How to maximize or minimize $2y^2 + x^2$ subject to the constraint $x+y=1$?

Question

How do I maximize or minimize $2y^2 + x^2$ such that $x + y = 1$?

I'm a newbie and don't know how to start.

Answer 1

HINT: let $$f(x,y)=2y^2+x^2$$ under the condition $$x+y=1$$ with $$y=1-x$$ you will have $$f(x,1-x)=2(1-x)^2+x^2$$ and this reduces the Problem in one variable.

Answer 2

1 - Reduce the complexity of your problem by letting $y=1-x$ and substitute that into your equation.

2 - Take the derivative of the simplified express and set that equal to zero. Solve for the roots to find the turning points

3 - In general, if you can't graph the equation, take the second derivative to analyse the gradient of the equation from point 2. By finding the second derivative and inserting values which correspond to just before and just after your turning points, you can deduce whether the point is a minima or a maxima.

Answer 3

By C-S $$x^2+2y^2=\frac{(2+1)(x^2+2y^2)}{3}\geq\frac{(\sqrt2x+\sqrt2y)^2}{3}=\frac{2}{3}$$ The equality occurs for $(\sqrt2,1)||(x,\sqrt2y)$, which says that $\frac{2}{3}$ is a minimal value.

The maximum does not exist, of course.

Done!

Answer 4

Solution $[1]$
$2y^2+x^2=t⇔\dfrac {y^2}{t/2}+\dfrac{x^2}t=1$

Since this is ellipse, when this is tangent to $x+y=1$, it's minimum. There is no maximum.

$2(1-x)^2+x^2-t=0$

$⇔3x^2-4x+2-t=0$

$D/4=4-3(2-t)=0⇔t=2/3$

Solution $[2]$

$x=\cos^2a,y=\sin^2a$

$t=2y^2+x^2=2\sin^4a+\cos^4a=2\sin^4a+(1-\sin^2a)^2$

$=3\sin^4a-2\sin^2a+1=3(\sin^2a-1/3)^2+2/3\geq\frac23$//

Answer 5

Elementary method

By $y=1-x$, $$2y^2+x^2=2(1-x)^2+x^2=3x^2-4x+2=3(x-\frac23)^2+\frac23$$

which has the minimum value of $\displaystyle\frac23$ at $\displaystyle x=\frac23$.

Answer 6

A bit Geometry:

1) $y + x = 1$.

A straight line with $y-intercept $ $1$, $x- intercept$ $1$, $m = -1$.

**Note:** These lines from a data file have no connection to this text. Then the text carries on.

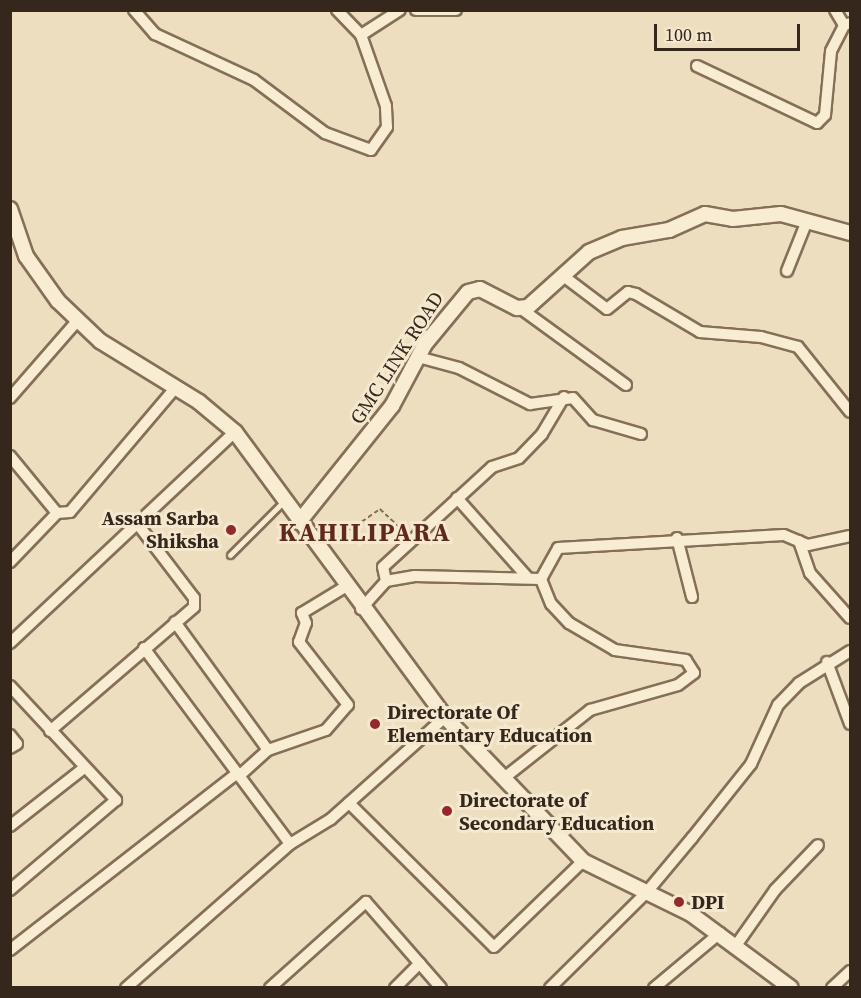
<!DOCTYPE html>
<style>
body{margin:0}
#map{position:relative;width:861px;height:998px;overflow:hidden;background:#eddebf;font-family:"Source Serif 4",serif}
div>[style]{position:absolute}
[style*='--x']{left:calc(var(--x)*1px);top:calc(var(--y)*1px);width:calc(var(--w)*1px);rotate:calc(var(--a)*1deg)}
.path>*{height:1.5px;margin-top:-0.75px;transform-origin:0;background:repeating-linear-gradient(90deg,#856f58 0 4.5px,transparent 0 7.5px)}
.roads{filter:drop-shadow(2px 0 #856f58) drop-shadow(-2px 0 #856f58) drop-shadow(0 2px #856f58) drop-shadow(0 -2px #856f58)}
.lane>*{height:5px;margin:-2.5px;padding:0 2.5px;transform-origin:2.5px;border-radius:2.5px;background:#f8ecd2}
.street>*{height:10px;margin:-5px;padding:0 5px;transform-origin:5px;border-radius:5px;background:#f8ecd2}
.secondary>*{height:14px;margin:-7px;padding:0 7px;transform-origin:7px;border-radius:7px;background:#f8ecd2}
.dots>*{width:16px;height:16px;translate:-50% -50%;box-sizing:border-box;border:3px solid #f4e8cf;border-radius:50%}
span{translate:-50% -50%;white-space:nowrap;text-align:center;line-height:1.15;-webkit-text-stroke:6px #f4e8cf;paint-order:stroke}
.street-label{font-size:20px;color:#35271c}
.poi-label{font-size:20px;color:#35271c;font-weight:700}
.right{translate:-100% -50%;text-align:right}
.left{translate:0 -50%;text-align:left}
.district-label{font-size:26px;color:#60291d;font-weight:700;letter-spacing:1.5px}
.frame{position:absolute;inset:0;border:12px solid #35271c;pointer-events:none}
.scale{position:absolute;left:654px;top:24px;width:146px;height:27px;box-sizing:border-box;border:3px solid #35271c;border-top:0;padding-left:8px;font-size:18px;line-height:21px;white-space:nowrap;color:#35271c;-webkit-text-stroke:4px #f4e8cf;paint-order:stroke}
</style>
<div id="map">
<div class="path">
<div style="--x:331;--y:543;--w:60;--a:-34.8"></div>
<div style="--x:380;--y:509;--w:34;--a:43"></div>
</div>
<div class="roads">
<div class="lane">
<div style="--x:230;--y:555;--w:76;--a:-45"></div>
</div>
<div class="street">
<div style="--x:134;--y:10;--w:32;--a:49"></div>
<div style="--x:155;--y:34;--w:109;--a:24.9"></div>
<div style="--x:254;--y:80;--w:89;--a:36.7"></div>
<div style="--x:325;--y:133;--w:49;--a:20.3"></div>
<div style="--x:371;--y:150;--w:28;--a:-55"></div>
<div style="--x:387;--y:127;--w:21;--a:-93"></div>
<div style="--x:386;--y:106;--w:75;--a:-109.4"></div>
<div style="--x:361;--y:35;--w:46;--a:-32.7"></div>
<div style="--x:337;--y:10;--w:35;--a:46"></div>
<div style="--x:416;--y:10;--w:40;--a:0"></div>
<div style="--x:835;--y:10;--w:17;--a:59"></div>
<div style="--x:697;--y:66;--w:133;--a:25.4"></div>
<div style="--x:817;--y:123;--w:11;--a:-45"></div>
<div style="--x:825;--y:115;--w:64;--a:-84.6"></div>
<div style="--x:831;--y:51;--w:29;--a:-63"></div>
<div style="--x:844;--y:25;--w:6;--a:-18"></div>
<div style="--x:787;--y:271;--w:54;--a:-68.2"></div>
<div style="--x:562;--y:275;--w:56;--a:37.1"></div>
<div style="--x:607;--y:309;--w:27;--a:-39"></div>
<div style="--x:628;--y:292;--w:8;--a:14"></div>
<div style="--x:636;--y:294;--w:74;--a:30.7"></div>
<div style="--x:700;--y:332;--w:61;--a:4.7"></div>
<div style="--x:761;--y:337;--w:38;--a:15"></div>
<div style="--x:798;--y:347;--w:83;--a:51.3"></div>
<div style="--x:520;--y:308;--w:131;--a:36"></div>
<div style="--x:418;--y:357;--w:42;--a:15"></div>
<div style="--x:459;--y:368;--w:80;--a:26.9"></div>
<div style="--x:530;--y:404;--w:43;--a:-7.9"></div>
<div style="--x:573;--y:398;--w:30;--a:48"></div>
<div style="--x:593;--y:420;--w:50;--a:16.3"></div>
<div style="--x:10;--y:398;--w:103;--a:-48.9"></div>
<div style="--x:10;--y:456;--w:74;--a:50.5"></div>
<div style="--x:57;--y:513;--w:13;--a:-4"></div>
<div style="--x:70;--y:512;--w:162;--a:-49.7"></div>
<div style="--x:457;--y:498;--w:107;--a:48.4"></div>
<div style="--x:677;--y:538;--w:61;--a:75.7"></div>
<div style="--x:799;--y:541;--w:34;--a:71"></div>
<div style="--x:810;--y:573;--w:60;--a:48.4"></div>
<div style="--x:10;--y:562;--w:68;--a:-46.2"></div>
<div style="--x:386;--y:581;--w:14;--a:-102"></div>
<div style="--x:383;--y:567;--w:148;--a:-42.5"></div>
<div style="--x:492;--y:467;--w:28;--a:-18"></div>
<div style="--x:519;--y:458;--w:33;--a:-46"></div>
<div style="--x:542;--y:434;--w:43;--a:-59.3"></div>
<div style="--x:361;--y:609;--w:38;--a:-48"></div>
<div style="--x:386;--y:581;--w:29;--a:-10"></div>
<div style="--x:415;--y:576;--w:126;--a:1.4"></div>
<div style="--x:175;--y:622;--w:158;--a:54"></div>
<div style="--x:10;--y:643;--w:308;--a:-43.2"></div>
<div style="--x:144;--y:648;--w:244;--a:53.3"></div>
<div style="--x:827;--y:662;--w:66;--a:69.6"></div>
<div style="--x:10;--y:686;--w:156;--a:47.1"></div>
<div style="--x:116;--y:800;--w:139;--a:139.7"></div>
<div style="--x:50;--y:731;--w:190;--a:-40.7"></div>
<div style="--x:194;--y:607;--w:9;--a:-90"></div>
<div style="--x:194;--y:598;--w:89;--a:-127.3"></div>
<div style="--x:10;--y:735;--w:11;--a:52"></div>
<div style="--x:17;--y:744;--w:8;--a:150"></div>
<div style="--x:239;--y:776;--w:39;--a:-42"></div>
<div style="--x:268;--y:750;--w:61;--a:-19"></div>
<div style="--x:326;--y:730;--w:33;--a:-49"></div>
<div style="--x:348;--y:705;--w:80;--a:-127.9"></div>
<div style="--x:299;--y:642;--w:20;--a:-70"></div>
<div style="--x:306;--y:623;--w:11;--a:-112"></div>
<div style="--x:302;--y:613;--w:50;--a:-31.2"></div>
<div style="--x:504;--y:778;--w:110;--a:-38.3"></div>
<div style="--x:590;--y:710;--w:91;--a:-15.9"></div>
<div style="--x:678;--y:685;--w:20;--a:-37"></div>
<div style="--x:694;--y:673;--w:15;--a:-122"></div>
<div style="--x:686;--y:660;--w:72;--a:-172"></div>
<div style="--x:615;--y:650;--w:53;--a:-149.6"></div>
<div style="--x:569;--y:623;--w:26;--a:-133"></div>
<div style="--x:551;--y:604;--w:27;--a:-112"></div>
<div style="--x:541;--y:579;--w:35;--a:-61"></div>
<div style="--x:558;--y:548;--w:226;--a:-3.3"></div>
<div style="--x:784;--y:535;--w:26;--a:23"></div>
<div style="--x:808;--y:545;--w:43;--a:-12.1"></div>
<div style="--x:349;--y:803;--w:204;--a:44.8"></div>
<div style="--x:494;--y:947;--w:124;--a:-44"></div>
<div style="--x:10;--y:826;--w:94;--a:-38.1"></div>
<div style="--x:737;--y:944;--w:66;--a:-54.9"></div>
<div style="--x:775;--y:890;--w:62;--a:-46.3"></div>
<div style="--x:10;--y:950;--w:288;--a:-37.9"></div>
<div style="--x:126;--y:988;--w:218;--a:-41.3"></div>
<div style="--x:290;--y:844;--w:48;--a:-31.4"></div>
<div style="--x:331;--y:819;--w:153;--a:-41.8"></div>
<div style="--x:270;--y:988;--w:129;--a:-41.9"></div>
<div style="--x:366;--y:902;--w:114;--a:48.9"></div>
<div style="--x:395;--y:988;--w:35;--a:-45"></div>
<div style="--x:550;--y:988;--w:135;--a:-44.7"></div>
<div style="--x:646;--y:893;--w:72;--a:-50.1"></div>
<div style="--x:692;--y:838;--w:95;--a:-51.4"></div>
<div style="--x:751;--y:764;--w:65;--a:-65.4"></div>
<div style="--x:778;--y:705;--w:30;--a:-46"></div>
<div style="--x:799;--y:683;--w:60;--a:-32.1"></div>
<div style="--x:654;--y:988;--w:86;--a:-39.8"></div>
<div style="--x:832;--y:988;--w:25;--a:-43"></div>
</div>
<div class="secondary">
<div style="--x:10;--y:209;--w:50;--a:71.2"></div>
<div style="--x:26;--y:256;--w:55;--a:54.6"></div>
<div style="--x:58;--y:301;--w:58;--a:43.6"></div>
<div style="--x:100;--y:341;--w:116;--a:31.6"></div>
<div style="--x:199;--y:402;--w:47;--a:39.8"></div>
<div style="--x:235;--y:432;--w:354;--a:53.6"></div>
<div style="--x:445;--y:717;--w:199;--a:46.2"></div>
<div style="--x:583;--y:861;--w:120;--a:26.1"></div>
<div style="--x:691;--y:914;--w:124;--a:36.5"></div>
<div style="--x:299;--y:522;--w:149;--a:-51.3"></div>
<div style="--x:392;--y:406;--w:70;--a:-62"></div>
<div style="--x:425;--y:344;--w:67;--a:-50.4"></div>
<div style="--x:468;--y:292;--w:12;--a:-14"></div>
<div style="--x:480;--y:289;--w:42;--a:27.2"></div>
<div style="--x:517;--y:308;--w:11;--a:-5"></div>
<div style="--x:528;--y:307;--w:82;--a:-42"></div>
<div style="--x:589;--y:252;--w:36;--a:-23"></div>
<div style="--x:622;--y:238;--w:48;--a:-9.7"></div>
<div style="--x:669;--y:230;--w:39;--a:-24"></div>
<div style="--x:705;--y:214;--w:28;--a:10"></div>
<div style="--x:733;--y:219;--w:48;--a:-5.9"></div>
<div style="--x:781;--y:214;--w:72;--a:15.4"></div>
</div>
</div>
<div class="dots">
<div style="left:231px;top:530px;background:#93292d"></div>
<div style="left:375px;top:724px;background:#93292d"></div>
<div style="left:447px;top:811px;background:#93292d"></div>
<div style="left:679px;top:902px;background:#93292d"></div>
</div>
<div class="street-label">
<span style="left:397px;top:358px;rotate:-57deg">GMC LINK ROAD</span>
</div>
<div class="poi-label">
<span class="right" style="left:219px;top:530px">Assam Sarba<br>Shiksha</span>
<span class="left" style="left:387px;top:724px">Directorate Of<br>Elementary Education</span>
<span class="left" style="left:459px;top:812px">Directorate of<br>Secondary Education</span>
<span class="left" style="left:691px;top:902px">DPI</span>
</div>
<div class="district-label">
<span style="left:365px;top:533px">KAHILIPARA</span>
</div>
<div class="frame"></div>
<div class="scale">100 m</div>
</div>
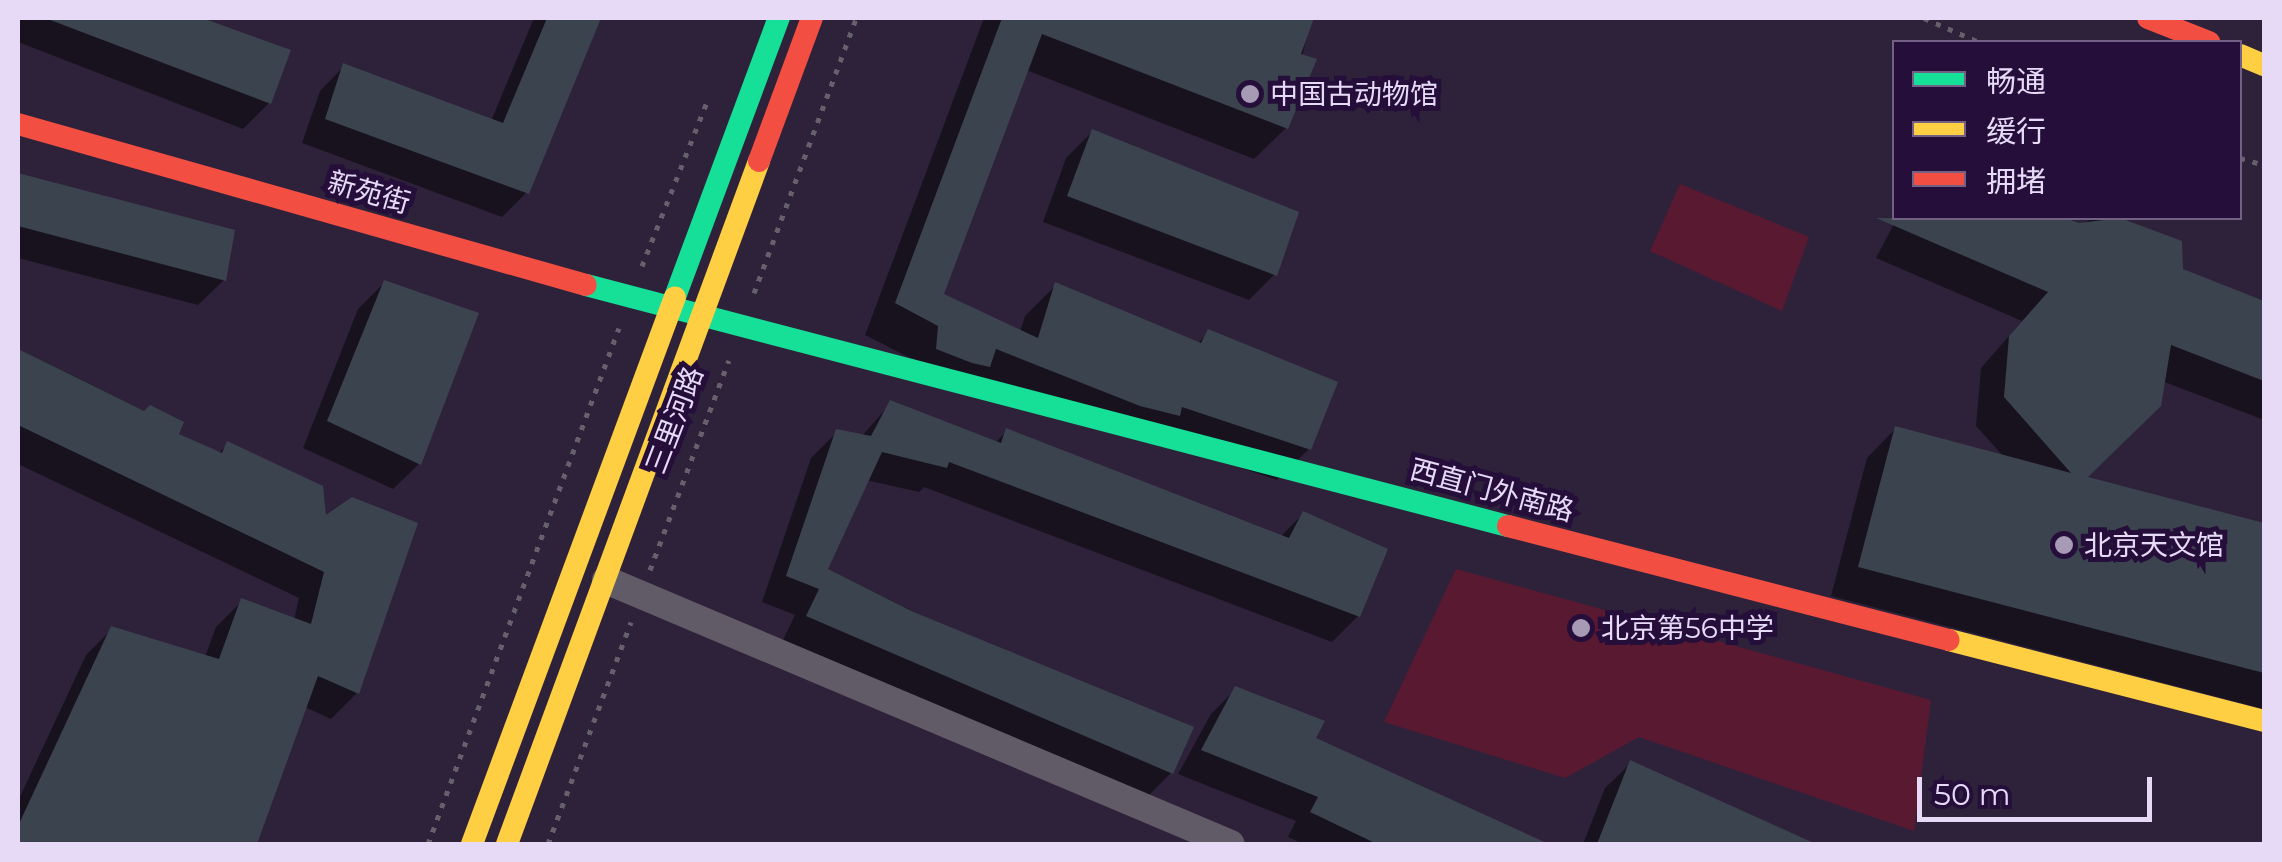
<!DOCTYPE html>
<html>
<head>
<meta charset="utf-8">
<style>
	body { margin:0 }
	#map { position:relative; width:2282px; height:862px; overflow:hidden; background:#2e223a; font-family:Montserrat,"Noto Sans SC",sans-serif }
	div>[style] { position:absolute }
	.green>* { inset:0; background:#591931 }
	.shadow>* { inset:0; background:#0007 }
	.building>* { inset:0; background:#3b434f }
	.path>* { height:5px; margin-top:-2.5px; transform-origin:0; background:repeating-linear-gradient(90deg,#66606d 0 5px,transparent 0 13px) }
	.street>* { height:28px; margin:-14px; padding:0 14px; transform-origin:14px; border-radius:14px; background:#605b66 }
	.fast>* { height:22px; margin:-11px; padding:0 11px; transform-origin:11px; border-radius:11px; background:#16e098 }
	.slow>* { height:22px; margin:-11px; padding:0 11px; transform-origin:11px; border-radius:11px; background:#ffcf43 }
	.jam>* { height:22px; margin:-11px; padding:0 11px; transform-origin:11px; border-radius:11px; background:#f24e42 }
	.dots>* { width:28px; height:28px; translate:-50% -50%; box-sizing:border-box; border:5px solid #250e39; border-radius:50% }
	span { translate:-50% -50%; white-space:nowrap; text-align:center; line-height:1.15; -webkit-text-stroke:10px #250e39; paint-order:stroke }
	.poi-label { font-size:28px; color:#e7daf7 }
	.left { translate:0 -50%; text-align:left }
	.street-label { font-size:28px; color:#e7daf7 }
	.frame { position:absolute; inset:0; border:20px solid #e7daf7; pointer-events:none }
	.legend { position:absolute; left:1892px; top:40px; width:350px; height:180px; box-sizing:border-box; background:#250e39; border:2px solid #736085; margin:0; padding:12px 18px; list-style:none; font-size:30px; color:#e7daf7 }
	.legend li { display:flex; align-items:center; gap:20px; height:50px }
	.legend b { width:50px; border:2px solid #736085 }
	.scale { position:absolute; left:1917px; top:777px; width:235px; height:45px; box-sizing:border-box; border:5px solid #e7daf7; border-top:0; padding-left:12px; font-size:30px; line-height:35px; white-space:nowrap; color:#e7daf7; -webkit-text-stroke:8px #250e39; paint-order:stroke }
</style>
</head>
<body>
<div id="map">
	<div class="green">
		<div style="clip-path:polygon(1680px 184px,1809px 237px,1782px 311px,1650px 251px)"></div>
		<div style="clip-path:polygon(1456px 569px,1931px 700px,1914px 831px,1639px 737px,1565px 778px,1384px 722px)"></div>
	</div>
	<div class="shadow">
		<div style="clip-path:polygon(18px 18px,196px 18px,288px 52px,269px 103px,243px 129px,18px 42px)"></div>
		<div style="clip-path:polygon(534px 18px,598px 18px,526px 193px,502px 217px,302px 143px,320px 91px,344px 66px,491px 121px)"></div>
		<div style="clip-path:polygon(984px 18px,1311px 18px,1286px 128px,1254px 159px,1026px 70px,941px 295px,1020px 332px,1025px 316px,1056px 285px,1197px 344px,1209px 332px,1309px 449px,1277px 480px,908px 357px,865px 335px)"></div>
		<div style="clip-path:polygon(1092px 132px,1275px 274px,1249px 300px,1043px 222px,1066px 158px)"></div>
		<div style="clip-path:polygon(18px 176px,232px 231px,224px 280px,198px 305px,18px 258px)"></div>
		<div style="clip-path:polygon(1897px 218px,2059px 218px,2079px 226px,2093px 218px,2113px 218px,2179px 243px,2181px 270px,2264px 304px,2264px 420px,2162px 381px,2084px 478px,2264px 526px,2264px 709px,1831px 596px,1867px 458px,1895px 429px,2005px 458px,1976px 426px,1981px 368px,2022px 321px,1876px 258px)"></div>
		<div style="clip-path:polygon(384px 283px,419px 464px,393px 489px,303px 448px,358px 309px)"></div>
		<div style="clip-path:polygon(18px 351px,218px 454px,228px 444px,320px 487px,357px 693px,331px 719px,305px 707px,254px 844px,18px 844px,18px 801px,86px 655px,112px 629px,205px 657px,216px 627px,242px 601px,294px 620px,299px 598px,18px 464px)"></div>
		<div style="clip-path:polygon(891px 403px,995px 443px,1007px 431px,1280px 537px,1303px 514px,1358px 616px,1332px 642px,924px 487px,919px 492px,866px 480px,825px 570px,1171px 773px,1145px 799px,782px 642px,795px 615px,762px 602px,811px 458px,837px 432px,861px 437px)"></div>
		<div style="clip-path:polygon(1236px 689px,1313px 739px,1543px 844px,1303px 844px,1288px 837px,1296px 821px,1178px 774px,1211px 714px)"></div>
		<div style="clip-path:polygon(1631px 763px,1810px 844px,1583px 844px,1605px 788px)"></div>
	</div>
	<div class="building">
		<div style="clip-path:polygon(45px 18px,202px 18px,291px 50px,271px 104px)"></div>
		<div style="clip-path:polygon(547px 18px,601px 18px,529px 194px,325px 119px,343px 63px,503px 123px)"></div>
		<div style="clip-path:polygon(1002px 18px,1314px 18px,1301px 54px,1317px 59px,1288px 129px,1042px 34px,944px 294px,1038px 338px,1055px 282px,1201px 343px,1208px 329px,1338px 382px,1311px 450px,1182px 407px,1180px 416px,1140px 406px,996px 349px,990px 367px,972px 363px,936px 349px,938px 326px,895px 303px)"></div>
		<div style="clip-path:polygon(1092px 129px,1299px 212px,1277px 276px,1067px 196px)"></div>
		<div style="clip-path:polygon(18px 173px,235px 230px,226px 281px,18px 226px)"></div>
		<div style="clip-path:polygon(1876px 218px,2065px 218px,2079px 223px,2120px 218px,2182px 241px,2183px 269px,2264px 301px,2264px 381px,2171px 345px,2161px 406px,2088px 477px,2264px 523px,2264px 673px,1858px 567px,1895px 426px,2071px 473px,2004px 397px,2009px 336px,2048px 292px)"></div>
		<div style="clip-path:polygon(384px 280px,479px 313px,421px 465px,327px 421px)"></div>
		<div style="clip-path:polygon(18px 349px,144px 411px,150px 405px,184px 422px,179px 434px,222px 453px,227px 441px,323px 486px,326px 515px,352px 497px,418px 523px,359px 694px,318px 676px,257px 844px,18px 844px,18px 826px,111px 626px,219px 659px,241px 598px,311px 624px,324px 572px,18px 425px)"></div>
		<div style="clip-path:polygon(890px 400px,1001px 443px,1006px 428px,1289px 538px,1303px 511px,1388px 549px,1360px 617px,949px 462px,947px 468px,882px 452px,828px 569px,911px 611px,1194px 727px,1173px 774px,806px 616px,819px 589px,786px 576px,836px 429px,871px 436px)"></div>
		<div style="clip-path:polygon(1235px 686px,1325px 721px,1316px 738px,1549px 844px,1377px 844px,1310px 812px,1318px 797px,1201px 750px)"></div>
		<div style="clip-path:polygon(1630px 760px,1816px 844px,1597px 844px)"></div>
	</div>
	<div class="path">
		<div style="left:1924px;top:18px;width:60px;rotate:23.6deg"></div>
		<div style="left:2240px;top:158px;width:25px;rotate:16deg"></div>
		<div style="left:642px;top:266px;width:180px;rotate:-68.4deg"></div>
		<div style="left:754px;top:293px;width:293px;rotate:-69.6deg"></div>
		<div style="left:650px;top:570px;width:224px;rotate:-69.4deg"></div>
		<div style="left:428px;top:844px;width:550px;rotate:-69.69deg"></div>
		<div style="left:548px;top:844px;width:237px;rotate:-69.5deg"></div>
	</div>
	<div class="street">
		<div style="left:606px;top:580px;width:678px;rotate:22.9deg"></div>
	</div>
	<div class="fast">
		<div style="left:586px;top:285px;width:953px;rotate:14.65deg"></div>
		<div style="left:675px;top:297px;width:298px;rotate:-69.6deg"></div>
	</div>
	<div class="slow">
		<div style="left:2240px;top:55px;width:26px;rotate:23deg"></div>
		<div style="left:1949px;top:640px;width:325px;rotate:14.4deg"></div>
		<div style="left:472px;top:844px;width:583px;rotate:-69.64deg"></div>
		<div style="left:507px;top:844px;width:728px;rotate:-69.75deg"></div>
	</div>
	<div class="jam">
		<div style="left:2148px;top:18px;width:66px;rotate:21.5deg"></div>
		<div style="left:18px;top:124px;width:590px;rotate:15.83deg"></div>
		<div style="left:759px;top:161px;width:153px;rotate:-69.7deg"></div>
		<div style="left:1508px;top:526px;width:455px;rotate:14.5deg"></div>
	</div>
	<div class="dots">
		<div style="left:1250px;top:94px;background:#a69ab5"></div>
		<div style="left:2064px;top:545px;background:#a69ab5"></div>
		<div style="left:1581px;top:628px;background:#a69ab5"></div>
	</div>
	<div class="poi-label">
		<span class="left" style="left:1270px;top:94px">中国古动物馆</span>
		<span class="left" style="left:2084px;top:545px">北京天文馆</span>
		<span class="left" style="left:1601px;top:628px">北京第56中学</span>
	</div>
	<div class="street-label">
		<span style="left:369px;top:192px;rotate:16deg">新苑街</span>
		<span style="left:674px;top:420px;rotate:-69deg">三里河路</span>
		<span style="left:1492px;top:490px;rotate:15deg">西直门外南路</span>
	</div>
	<div class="frame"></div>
	<ul class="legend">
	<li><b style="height:12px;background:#16e098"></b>畅通</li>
	<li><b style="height:12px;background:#ffcf43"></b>缓行</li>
	<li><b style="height:12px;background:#f24e42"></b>拥堵</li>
	</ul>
	<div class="scale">50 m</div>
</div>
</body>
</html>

2) Consider $2y^2 + x^2 = c^2$, with $c>0$.

Problem: maximize or minimize $c^2$ , given condition 1).

Rewriting :

$\frac{y^2}{(c^2/2)} + \frac{x^2}{c^2} = 1$.

This is an ellipse centered at the origin, with

minor axis $c/√2$ along the $y-axis$, and

major axis $c$ along the $x - axis$.

Smaller $c$ shrinks the ellipse, larger $c$ blows it up.

3 possibilities:

1) The ellipse intersects

$ y + x = 1$ in 2 distinct points.

2) The ellipse touches the given line.

3) The ellipse and line have no point in common.

We are interested in case 2), minimal $c^2$.

2)The tangent to the ellipse has the slope $m = -1$.

Differentiating $2y^2 + x^2 = c^2$ with respect to $x$:

$4y(dy/dx) + 2x = 0$.

$dy/dx = \frac{-x}{2y} = - 1$, or $2y = x$.

Combining with $y + x = 1$ yields

$y = 1/3$, $x = 2/3$.

$min$:

$c^2 = 2y^2 + x^2 $= $2(1/9)+4/9$= $2/3$.